> _Aim of the exercise_
If the records below hold pictures, omit them, and print exactly the lines from the first line through the line containing "position:absolute; right:18px; bottom:18px;", inclusive.

> _Dataset entries_
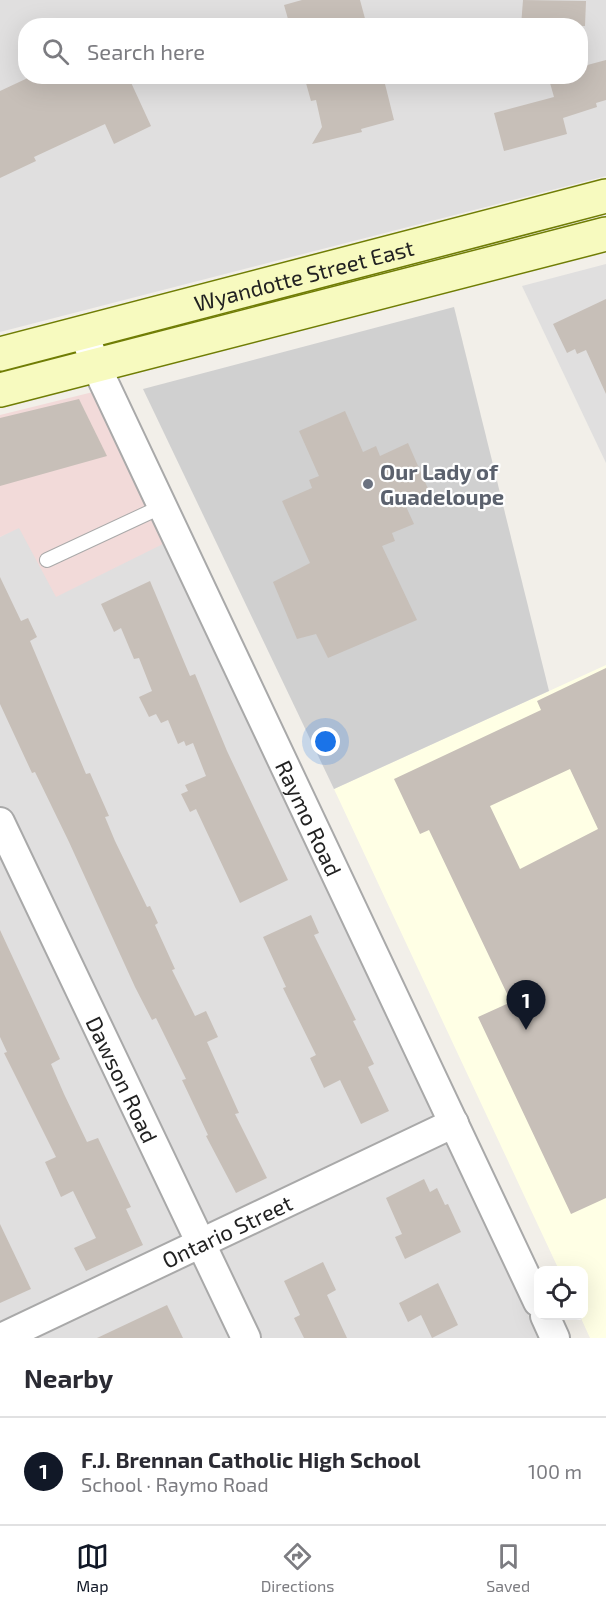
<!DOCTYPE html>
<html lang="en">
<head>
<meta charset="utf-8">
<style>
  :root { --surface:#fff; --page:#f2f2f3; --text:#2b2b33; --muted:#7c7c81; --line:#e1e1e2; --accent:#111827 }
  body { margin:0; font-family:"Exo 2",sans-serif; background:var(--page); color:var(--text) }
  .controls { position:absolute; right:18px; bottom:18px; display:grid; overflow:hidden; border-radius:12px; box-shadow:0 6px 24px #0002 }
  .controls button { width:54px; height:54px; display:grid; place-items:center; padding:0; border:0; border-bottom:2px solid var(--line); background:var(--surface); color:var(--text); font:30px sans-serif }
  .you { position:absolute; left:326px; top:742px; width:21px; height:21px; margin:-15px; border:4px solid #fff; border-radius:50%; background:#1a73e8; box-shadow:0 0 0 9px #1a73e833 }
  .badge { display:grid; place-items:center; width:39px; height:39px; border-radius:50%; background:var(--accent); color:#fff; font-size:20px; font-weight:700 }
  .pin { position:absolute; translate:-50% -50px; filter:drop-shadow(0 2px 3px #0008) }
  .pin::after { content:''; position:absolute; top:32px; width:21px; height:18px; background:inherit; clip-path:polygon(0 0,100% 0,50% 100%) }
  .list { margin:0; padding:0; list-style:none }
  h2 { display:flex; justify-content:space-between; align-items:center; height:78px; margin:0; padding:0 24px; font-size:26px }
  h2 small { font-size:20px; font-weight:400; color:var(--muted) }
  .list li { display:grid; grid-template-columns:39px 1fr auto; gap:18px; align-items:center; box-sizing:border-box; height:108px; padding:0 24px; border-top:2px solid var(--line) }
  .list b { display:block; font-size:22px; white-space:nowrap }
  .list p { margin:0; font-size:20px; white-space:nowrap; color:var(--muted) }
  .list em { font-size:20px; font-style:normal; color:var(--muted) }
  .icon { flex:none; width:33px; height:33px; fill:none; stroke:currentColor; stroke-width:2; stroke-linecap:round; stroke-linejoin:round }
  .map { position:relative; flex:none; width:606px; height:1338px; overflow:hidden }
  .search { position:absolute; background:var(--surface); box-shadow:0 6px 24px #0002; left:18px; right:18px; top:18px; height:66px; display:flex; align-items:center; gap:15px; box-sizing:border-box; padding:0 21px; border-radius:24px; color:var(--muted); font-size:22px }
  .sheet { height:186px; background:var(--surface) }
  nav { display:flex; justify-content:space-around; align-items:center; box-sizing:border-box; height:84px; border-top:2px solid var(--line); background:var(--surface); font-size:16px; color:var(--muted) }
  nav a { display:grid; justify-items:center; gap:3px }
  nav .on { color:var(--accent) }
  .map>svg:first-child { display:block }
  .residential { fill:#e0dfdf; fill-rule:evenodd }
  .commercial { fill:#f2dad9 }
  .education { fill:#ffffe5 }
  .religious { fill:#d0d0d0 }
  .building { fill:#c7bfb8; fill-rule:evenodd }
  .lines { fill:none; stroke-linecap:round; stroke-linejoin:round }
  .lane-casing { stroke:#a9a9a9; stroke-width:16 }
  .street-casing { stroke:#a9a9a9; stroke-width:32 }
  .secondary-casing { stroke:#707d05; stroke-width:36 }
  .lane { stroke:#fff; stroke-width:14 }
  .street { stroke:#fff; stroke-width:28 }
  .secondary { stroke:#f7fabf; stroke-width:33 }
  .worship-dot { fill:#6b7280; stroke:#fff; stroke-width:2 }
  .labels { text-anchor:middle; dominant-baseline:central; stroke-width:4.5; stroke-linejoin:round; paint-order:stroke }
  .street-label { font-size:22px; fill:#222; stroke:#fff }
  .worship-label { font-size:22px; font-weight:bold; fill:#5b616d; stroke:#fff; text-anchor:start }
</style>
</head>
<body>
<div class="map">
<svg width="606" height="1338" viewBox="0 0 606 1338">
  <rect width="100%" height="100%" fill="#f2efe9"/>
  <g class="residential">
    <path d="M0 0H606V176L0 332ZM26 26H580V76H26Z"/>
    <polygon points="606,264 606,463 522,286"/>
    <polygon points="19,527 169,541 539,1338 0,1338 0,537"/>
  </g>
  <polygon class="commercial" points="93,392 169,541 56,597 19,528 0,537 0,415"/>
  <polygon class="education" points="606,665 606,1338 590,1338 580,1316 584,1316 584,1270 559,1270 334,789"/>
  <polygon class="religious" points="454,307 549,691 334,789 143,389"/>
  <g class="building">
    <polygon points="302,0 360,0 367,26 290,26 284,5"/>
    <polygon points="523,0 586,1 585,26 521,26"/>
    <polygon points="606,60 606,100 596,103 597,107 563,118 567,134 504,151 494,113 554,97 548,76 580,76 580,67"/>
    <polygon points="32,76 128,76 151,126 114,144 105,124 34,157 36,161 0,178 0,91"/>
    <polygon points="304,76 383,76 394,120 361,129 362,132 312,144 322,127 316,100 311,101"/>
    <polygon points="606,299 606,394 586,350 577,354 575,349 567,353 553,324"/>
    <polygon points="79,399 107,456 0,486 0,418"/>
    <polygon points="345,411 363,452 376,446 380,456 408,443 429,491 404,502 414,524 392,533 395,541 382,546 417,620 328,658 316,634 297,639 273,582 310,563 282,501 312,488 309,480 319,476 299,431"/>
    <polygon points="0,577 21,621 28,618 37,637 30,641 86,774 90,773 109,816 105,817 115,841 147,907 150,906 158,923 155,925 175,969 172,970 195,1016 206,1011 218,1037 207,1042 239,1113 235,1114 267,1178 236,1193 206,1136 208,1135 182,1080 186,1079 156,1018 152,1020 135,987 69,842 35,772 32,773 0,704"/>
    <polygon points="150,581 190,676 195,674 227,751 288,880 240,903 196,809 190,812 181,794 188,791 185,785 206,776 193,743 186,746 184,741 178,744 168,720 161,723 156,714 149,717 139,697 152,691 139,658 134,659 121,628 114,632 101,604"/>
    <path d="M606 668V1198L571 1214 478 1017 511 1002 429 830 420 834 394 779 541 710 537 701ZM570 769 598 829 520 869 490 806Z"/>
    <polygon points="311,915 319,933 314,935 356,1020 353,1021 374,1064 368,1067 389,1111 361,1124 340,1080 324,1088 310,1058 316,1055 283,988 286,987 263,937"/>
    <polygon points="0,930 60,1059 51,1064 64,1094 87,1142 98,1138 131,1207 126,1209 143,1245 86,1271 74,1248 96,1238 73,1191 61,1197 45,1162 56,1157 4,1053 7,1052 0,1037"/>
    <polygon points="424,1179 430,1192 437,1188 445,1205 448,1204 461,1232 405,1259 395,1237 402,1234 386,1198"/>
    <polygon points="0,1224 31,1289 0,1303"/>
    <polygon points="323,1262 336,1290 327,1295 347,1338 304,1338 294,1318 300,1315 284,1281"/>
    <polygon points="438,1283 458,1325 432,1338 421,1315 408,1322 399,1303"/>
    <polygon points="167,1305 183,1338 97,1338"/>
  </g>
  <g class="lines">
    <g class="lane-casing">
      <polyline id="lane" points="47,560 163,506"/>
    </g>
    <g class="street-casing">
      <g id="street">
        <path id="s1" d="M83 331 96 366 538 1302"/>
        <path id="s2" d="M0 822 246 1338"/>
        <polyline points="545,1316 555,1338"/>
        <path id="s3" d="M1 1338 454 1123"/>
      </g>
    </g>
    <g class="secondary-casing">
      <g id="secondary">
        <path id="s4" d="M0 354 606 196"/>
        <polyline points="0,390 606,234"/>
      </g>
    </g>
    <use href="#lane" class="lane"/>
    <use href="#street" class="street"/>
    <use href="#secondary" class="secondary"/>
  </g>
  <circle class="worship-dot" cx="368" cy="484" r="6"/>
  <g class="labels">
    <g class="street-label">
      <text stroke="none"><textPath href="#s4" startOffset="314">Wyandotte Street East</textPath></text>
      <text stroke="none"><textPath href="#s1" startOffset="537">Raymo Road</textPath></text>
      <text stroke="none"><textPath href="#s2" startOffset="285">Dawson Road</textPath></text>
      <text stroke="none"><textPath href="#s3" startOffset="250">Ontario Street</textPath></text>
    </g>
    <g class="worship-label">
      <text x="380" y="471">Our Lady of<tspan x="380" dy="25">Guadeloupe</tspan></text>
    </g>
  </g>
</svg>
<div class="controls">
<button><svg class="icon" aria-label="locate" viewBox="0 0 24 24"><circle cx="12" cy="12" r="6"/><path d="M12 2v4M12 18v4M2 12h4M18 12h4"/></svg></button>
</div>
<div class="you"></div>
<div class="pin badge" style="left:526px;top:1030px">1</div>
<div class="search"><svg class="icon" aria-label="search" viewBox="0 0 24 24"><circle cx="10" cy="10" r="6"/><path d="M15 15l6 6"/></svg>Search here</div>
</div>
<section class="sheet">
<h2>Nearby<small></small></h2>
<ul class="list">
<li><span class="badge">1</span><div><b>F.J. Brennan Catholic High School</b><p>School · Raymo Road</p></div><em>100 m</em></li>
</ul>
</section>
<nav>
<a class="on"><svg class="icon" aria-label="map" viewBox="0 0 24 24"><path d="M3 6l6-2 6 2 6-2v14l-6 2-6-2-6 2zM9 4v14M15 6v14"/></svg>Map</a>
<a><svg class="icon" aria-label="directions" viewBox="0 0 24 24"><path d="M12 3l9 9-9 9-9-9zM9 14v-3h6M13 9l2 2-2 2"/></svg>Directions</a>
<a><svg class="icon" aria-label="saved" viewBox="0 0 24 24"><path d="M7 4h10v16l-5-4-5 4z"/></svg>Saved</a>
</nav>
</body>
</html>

> _Exercise result_
<!DOCTYPE html>
<html lang="en">
<head>
<meta charset="utf-8">
<style>
  :root { --surface:#fff; --page:#f2f2f3; --text:#2b2b33; --muted:#7c7c81; --line:#e1e1e2; --accent:#111827 }
  body { margin:0; font-family:"Exo 2",sans-serif; background:var(--page); color:var(--text) }
  .controls { position:absolute; right:18px; bottom:18px; display:grid; overflow:hidden; border-radius:12px; box-shadow:0 6px 24px #0002 }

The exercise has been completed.